··· EXCERPTED RECORDS

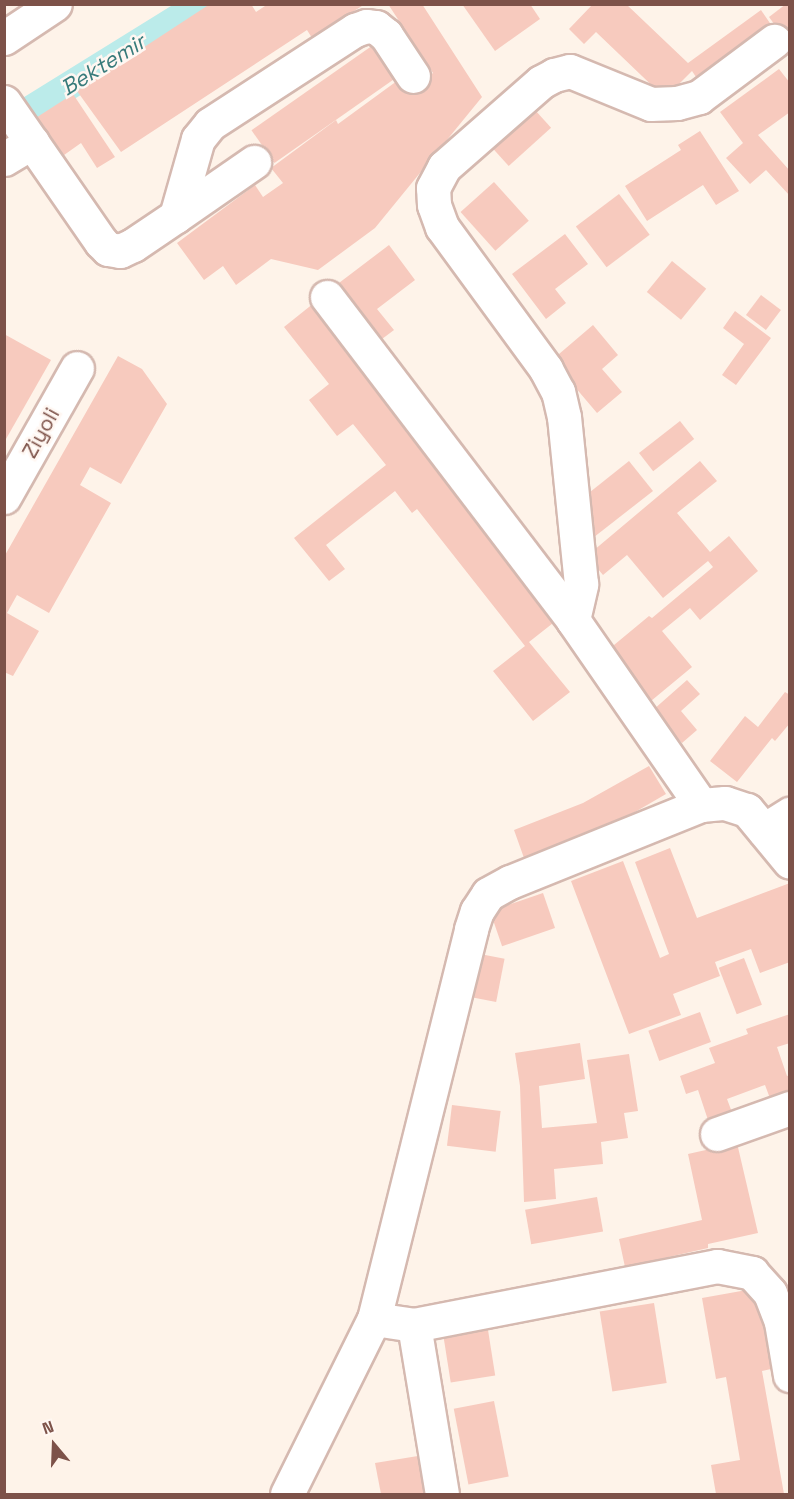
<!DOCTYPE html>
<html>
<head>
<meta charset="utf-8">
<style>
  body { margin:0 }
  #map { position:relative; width:794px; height:1499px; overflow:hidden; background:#fef3e9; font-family:"Space Grotesk",sans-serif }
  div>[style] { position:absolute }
  .canal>* { height:28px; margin:-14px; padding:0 14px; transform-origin:14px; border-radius:14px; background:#bbebea }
  .building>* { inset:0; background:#f7cabe; transform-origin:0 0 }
  .roads { filter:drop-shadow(2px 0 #d5b9b0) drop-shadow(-2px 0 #d5b9b0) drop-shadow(0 2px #d5b9b0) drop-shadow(0 -2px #d5b9b0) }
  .minor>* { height:33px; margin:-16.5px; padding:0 16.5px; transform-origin:16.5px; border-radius:16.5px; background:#fff }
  span { translate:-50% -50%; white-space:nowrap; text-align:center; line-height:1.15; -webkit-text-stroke:5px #fff7f2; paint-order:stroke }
  .street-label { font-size:21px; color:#7d5249 }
  .water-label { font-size:22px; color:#387b7b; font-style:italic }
  .frame { position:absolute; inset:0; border:6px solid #7d5249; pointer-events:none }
  .north { position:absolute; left:24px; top:1415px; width:60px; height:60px; -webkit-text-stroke:4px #fff7f2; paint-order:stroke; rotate:341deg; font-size:16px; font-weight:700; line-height:24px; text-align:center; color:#7d5249 }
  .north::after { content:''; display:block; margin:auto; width:21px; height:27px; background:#7d5249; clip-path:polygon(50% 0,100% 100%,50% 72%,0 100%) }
</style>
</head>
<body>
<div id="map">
  <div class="canal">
    <div style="left:4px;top:126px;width:232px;rotate:-31.8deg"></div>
  </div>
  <div class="building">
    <div style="clip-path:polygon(210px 4px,251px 4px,256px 12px,268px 4px,365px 4px,312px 38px,307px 30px,121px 152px,77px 91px)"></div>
    <div style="clip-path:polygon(388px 4px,422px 4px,482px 97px,375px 228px,318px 270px,271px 259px,236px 285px,223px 266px,204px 280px,177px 243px,255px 185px,263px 197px,283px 183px,271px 168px,336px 120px,338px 124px,401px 78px,409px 90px,433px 73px)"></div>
    <div style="clip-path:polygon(462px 4px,530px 4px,540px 19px,495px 51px)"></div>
    <div style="clip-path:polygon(593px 4px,626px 4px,688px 63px,761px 10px,774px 29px,700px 83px,692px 71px,665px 98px,596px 32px,584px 44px,569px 29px)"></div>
    <div style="clip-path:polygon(786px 4px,790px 4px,790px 36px,785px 39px,769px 17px)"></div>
    <div style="left:376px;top:43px;width:40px;height:152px;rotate:55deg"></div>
    <div style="clip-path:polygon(779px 69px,790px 83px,790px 112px,758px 135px,790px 171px,790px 196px,766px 170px,750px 184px,726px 158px,743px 143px,720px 112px)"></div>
    <div style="clip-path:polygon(73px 94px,115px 157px,97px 168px,81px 143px,57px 160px,31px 121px)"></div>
    <div style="left:535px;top:110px;width:24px;height:57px;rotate:48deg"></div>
    <div style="clip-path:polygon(700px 131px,739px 191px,716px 205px,703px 185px,647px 221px,625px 186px,681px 150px,678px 145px)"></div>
    <div style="left:494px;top:182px;width:52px;height:45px;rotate:48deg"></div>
    <div style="left:619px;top:194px;width:51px;height:54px;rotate:53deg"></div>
    <div style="clip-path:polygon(565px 234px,588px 264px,555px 289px,566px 303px,546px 319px,512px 274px)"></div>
    <div style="clip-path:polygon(389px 245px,415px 280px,377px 309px,394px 330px,378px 342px,335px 286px)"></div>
    <div style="left:672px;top:261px;width:44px;height:40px;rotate:39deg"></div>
    <div style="left:761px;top:295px;width:25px;height:25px;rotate:37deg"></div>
    <div style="clip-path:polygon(314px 303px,562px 616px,529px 642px,570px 692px,533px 721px,493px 671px,525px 646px,417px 509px,412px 513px,395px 491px,326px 545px,345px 569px,329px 581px,294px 538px,386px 465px,353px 424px,337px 436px,309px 400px,329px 384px,284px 327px)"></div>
    <div style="clip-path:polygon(735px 311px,771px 338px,736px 385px,722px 375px,744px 344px,723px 328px)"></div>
    <div style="clip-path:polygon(593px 325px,618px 355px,602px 369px,622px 392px,597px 413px,552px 360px)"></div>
    <div style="clip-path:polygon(4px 334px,51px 360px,6px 439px,4px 438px)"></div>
    <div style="clip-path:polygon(118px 356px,142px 369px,167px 404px,121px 484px,90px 467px,80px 485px,111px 503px,49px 613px,17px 595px,7px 613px,39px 631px,13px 676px,4px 672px,4px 557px)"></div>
    <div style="left:680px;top:421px;width:23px;height:52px;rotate:52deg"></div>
    <div style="clip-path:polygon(629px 461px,653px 491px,589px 541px,580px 500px)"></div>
    <div style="clip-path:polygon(700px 461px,717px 481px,677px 513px,710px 552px,729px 536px,758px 571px,700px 620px,690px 608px,662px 631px,692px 667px,651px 701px,608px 650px,649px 616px,652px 618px,713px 567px,708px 561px,663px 598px,627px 555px,603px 575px,587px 556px)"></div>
    <div style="clip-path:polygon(687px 680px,700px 694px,681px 711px,697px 730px,682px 743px,653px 710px)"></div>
    <div style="clip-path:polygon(785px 692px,790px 695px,790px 723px,775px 741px,772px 738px,737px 782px,710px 761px,745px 716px,758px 727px)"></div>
    <div style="clip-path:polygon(649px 766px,666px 794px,611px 826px,524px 858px,514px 830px,583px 803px)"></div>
    <div style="clip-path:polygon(670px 848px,697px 918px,790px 883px,790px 962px,760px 973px,751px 949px,715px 962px,720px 976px,673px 994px,681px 1015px,629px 1034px,571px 881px,623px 861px,660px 958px,669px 954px,635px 862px)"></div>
    <div style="left:543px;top:893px;width:37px;height:56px;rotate:71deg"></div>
    <div style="left:480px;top:954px;width:25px;height:44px;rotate:11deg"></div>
    <div style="left:744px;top:958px;width:50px;height:27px;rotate:69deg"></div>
    <div style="left:700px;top:1012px;width:32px;height:55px;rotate:70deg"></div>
    <div style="clip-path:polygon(790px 1014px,790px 1043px,777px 1047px,787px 1076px,790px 1075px,790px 1103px,774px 1109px,765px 1085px,727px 1099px,733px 1115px,709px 1123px,698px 1090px,686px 1094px,680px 1076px,715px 1063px,709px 1048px,748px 1034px,746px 1029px)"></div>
    <div style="clip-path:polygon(580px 1043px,585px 1079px,539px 1086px,542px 1128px,597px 1123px,587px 1060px,629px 1054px,638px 1111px,624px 1113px,628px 1138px,601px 1142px,603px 1164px,554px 1169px,556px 1199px,524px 1202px,520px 1086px,515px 1053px)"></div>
    <div style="left:452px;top:1105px;width:49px;height:41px;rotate:7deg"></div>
    <div style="clip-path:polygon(737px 1143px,758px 1233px,708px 1244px,708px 1248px,625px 1267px,619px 1239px,702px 1220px,688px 1154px)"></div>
    <div style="left:597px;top:1197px;width:35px;height:73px;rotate:80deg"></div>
    <div style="clip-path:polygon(758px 1288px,771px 1369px,762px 1371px,784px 1494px,716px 1494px,711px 1465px,740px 1460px,726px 1377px,716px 1379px,702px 1298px)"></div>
    <div style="left:654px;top:1303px;width:81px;height:55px;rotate:81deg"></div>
    <div style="left:488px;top:1330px;width:46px;height:45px;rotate:81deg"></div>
    <div style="left:494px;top:1401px;width:77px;height:41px;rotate:79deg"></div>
    <div style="clip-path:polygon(424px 1455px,431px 1494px,381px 1494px,375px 1463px)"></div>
  </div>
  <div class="roads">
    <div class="minor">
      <div style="left:4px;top:38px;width:61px;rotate:-33.7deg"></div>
      <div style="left:4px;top:102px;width:170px;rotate:55.3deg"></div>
      <div style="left:101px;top:242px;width:10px;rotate:45deg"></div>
      <div style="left:108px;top:249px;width:12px;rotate:9deg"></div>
      <div style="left:120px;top:251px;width:14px;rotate:-25deg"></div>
      <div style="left:133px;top:245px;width:52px;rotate:-34deg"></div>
      <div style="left:176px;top:216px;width:80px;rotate:-74.1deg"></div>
      <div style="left:198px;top:139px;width:19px;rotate:-51deg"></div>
      <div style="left:210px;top:124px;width:173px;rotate:-33deg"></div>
      <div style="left:355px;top:30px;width:12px;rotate:-20deg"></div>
      <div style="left:366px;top:26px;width:10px;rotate:6deg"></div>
      <div style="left:376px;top:27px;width:13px;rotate:39deg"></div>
      <div style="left:386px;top:35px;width:49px;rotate:56.6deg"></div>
      <div style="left:4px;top:159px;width:33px;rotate:-31deg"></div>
      <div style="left:176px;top:216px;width:95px;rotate:-34.7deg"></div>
      <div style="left:327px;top:297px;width:406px;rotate:52.7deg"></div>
      <div style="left:4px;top:497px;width:148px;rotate:-60.5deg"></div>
      <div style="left:701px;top:805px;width:225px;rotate:-124.7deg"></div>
      <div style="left:573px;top:620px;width:37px;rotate:-77deg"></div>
      <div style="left:581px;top:584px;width:168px;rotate:-95.8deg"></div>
      <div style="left:564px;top:417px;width:26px;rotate:-103deg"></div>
      <div style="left:558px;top:392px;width:26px;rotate:-118deg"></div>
      <div style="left:546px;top:369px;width:176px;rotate:-126.2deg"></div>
      <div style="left:442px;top:227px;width:23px;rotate:-110deg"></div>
      <div style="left:434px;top:205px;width:17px;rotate:-93deg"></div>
      <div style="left:433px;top:188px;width:24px;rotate:-62deg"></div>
      <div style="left:444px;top:167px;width:129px;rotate:-41.2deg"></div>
      <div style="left:541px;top:82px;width:15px;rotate:-28deg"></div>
      <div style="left:554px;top:75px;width:16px;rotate:-14deg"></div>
      <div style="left:570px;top:71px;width:87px;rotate:22.2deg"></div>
      <div style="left:651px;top:104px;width:26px;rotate:-2deg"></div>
      <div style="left:677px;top:103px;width:23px;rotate:-15deg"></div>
      <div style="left:699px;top:97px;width:94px;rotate:-36.7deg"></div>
      <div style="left:764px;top:830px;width:31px;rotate:-32deg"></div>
      <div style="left:717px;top:1134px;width:77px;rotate:-19.6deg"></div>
      <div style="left:374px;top:1319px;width:40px;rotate:8.5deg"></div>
      <div style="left:414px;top:1325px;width:309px;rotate:-11deg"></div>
      <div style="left:717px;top:1266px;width:36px;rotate:11deg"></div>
      <div style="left:752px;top:1273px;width:27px;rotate:48deg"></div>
      <div style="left:770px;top:1293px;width:31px;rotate:69deg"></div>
      <div style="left:781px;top:1322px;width:54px;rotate:80.4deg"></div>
      <div style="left:414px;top:1325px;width:171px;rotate:80.6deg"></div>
      <div style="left:287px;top:1494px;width:195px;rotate:-63.6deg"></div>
      <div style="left:374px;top:1319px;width:402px;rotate:-76deg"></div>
      <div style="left:471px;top:929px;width:19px;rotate:-72deg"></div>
      <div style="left:477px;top:911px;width:20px;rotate:-57deg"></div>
      <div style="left:488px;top:894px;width:25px;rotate:-29deg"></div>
      <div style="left:510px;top:882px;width:206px;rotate:-22deg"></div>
      <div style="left:701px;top:805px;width:24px;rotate:-5deg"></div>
      <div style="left:725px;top:803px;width:23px;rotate:18deg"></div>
      <div style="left:747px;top:810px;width:67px;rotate:50.4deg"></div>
    </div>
  </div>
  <div class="street-label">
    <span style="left:41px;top:433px;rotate:-61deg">Ziyoli</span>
  </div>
  <div class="water-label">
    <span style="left:103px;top:65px;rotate:-32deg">Bektemir</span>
  </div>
  <div class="frame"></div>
  <div class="north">N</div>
</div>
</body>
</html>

······

→ THE TASK: The required output is a verbatim repetition of the lines from the opening of the entries above through the line containing "position:relative; width:794px; height:1499px;", inclusive, with no pictures and nothing else.

→ ANSWER BELOW:
<!DOCTYPE html>
<html>
<head>
<meta charset="utf-8">
<style>
  body { margin:0 }
  #map { position:relative; width:794px; height:1499px; overflow:hidden; background:#fef3e9; font-family:"Space Grotesk",sans-serif }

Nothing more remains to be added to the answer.